Когда Вы встретились с Еленой Фабиановной?
- Прошло много времени, и мне очень хотелось уйти из Института. Мне казалось, что я тут чужая. Это было неприятно. Я уже собралась уволиться, тем более, что получила приглашение к себе в консерваторию, но Муромцев меня не пустил и дал сразу старшего преподавателя, хотя очередь стояла невероятная. Юрий Владимирович загрузил меня общественной работой и я как-то потянулась к этому: стала председателем общества «Знание», членом «Дома учёных»; начались интересные вечера, мне нравилось делать литературные композиции. И забылось ощущение, что я чужая, но и своей я себя не чувствовала ещё долгое время. Но однажды я получила приглашение от Елены Фабиановны. Она пригласила меня в свою квартиру. Не скрою, мне было страшно к ней идти. Это была первая и последняя встреча, но она произвела на меня такое сильное впечатление, что я отбросила все свои сомнения об уходе из института.
Что случилось?
- Она просто разговаривала со мной. Я увидела царственную женщину с высокой причёской. Она сидела в кресле, а её ноги были укутаны тёплым пледом. Елена Фабиановна выглядела очень величаво. Она меня спросила: «Расскажите, как наше новое общежитие, в котором Вы часто бываете? Как Вы проводите встречи со студентами?». Она интересовалась только этим, не спрашивала ничего о специальности, а наш разговор был очень тёплым и сердечным. Я заглянула в её глаза – глубокие, располагающие к доверию. И вдруг почувствовала, что здесь моё место и не нужно никуда уходить. Мы распростились с ней, страх пропал, и я для себя решила: я - дома.
Расскажите, что в первую очередь Вы сделали, когда стали заведующей кафедрой фортепиано?

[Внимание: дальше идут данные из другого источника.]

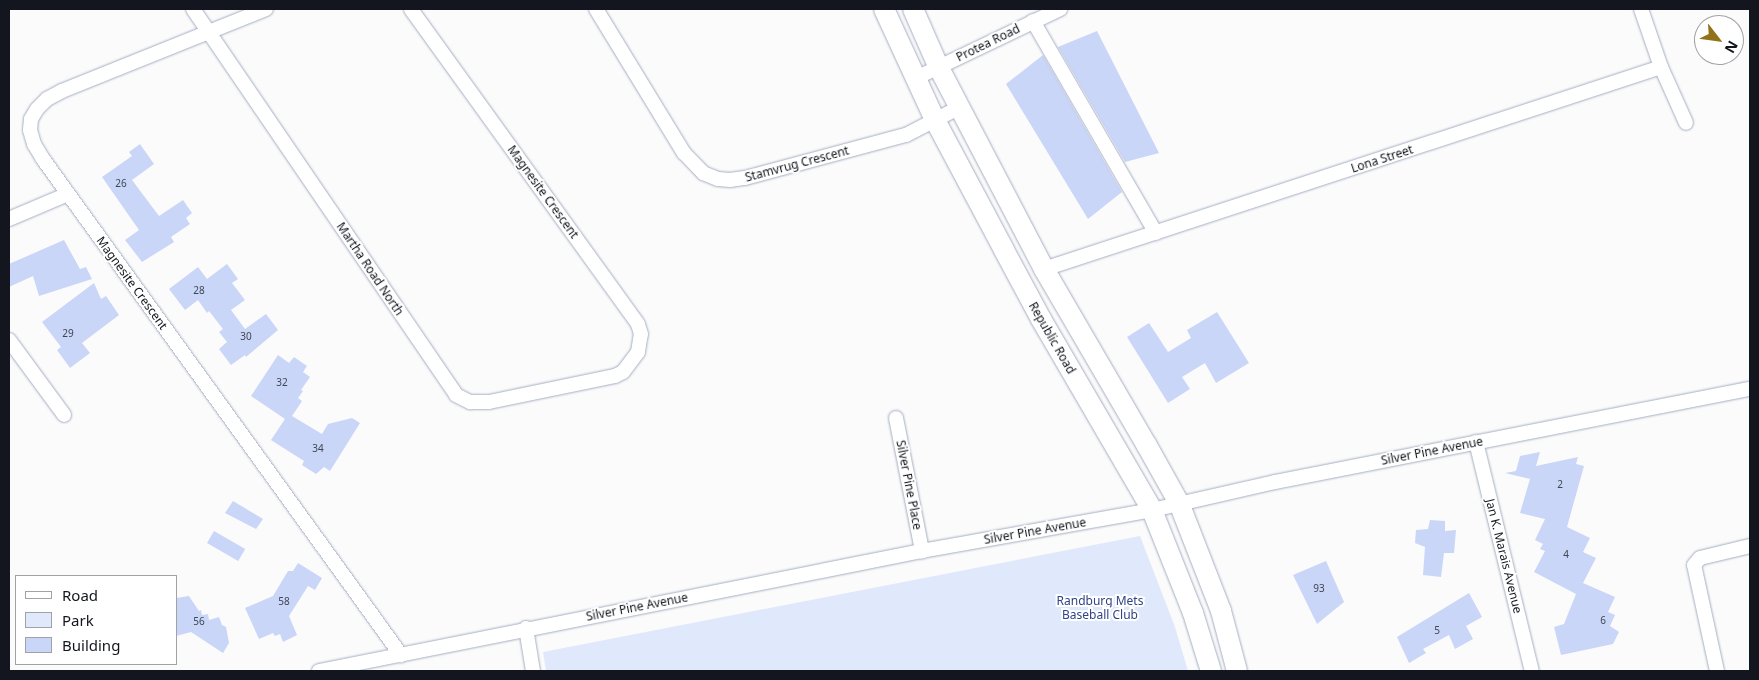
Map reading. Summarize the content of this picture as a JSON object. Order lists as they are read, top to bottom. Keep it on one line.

- Сплотила кафедру. Потом начала заниматься реорганизацией работы.
В смысле?
- Моё предложение было таким: распределить студентов таким образом, чтобы у педагога были ученики с разным уровнем подготовки. Затем, нужно было заняться пособиями, мы не могли всё время заниматься по консерваторским. Издавать тогда трудно было, да и нам не давали. Все 70-е годы я занималась подготовкой нашей программы, и мне удалось её напечатать. Я пошла сразу к заместителю министра, который с полуслова меня понял и сказал: «организуем новую секцию, секцию курса «фортепиано» для студентов разных специальностей».
А вы считаете себя пробивной?
- Возможно, но только в тех случаях, когда вижу, что цель может быть достигнута. На амбразуру лезла, раз уж добилась равенства нашего предмета с другими, но наглой не была, не получалось.
Уже восемь лет вы не заведуете кафедрой. В каком состоянии Ваш предмет сейчас?
- Курс «фортепиано» точно нужно пересмотреть и отнестись к нему должным образом. Это предмет развивающий: ты не только учишься играть на инструменте; курс даёт возможность порассуждать, узнать что-то новое; наш курс просветительский, в предмете соединяются различные виды искусств: поэзия, живопись, архитектура. Всё это развивает музыканта. Рассажу, наверное, самый показательный пример из своей жизни. У меня была девочка, которую я учила играть на фортепиано. Она приходила ко мне на занятия с раннего детства. Это единственный случай в моей жизни, когда я получила отрицательный результат. Девочка возненавидела музыку, а однажды сказала, что для неё эта музыка – хуже татарского ига. Для меня это было страшным разочарованием. Конечно, она бросила заниматься. Выросла, стала хирургом, а как-то я её встретила, и она мне сказала: «Благодаря тому, что я занималась фортепиано, у меня такие пальцы, которые помогают мне быть лучшим хирургом». Я подумала: «Значит всё не зря».
Какое напутствие Вы бы дали студентам?
- Нужно очень любить своё дело; иначе никогда и ничего не добьёшься. Нужно быть упорным, найти то, что нравится и развивать это. Просто ничего не придёт, это огромный труд. Нужно постоянно работать над собой, а также не навязывать своих идей, а постараться увлечь ими.
Пречистенские пятницы, 30 марта, 2018 года.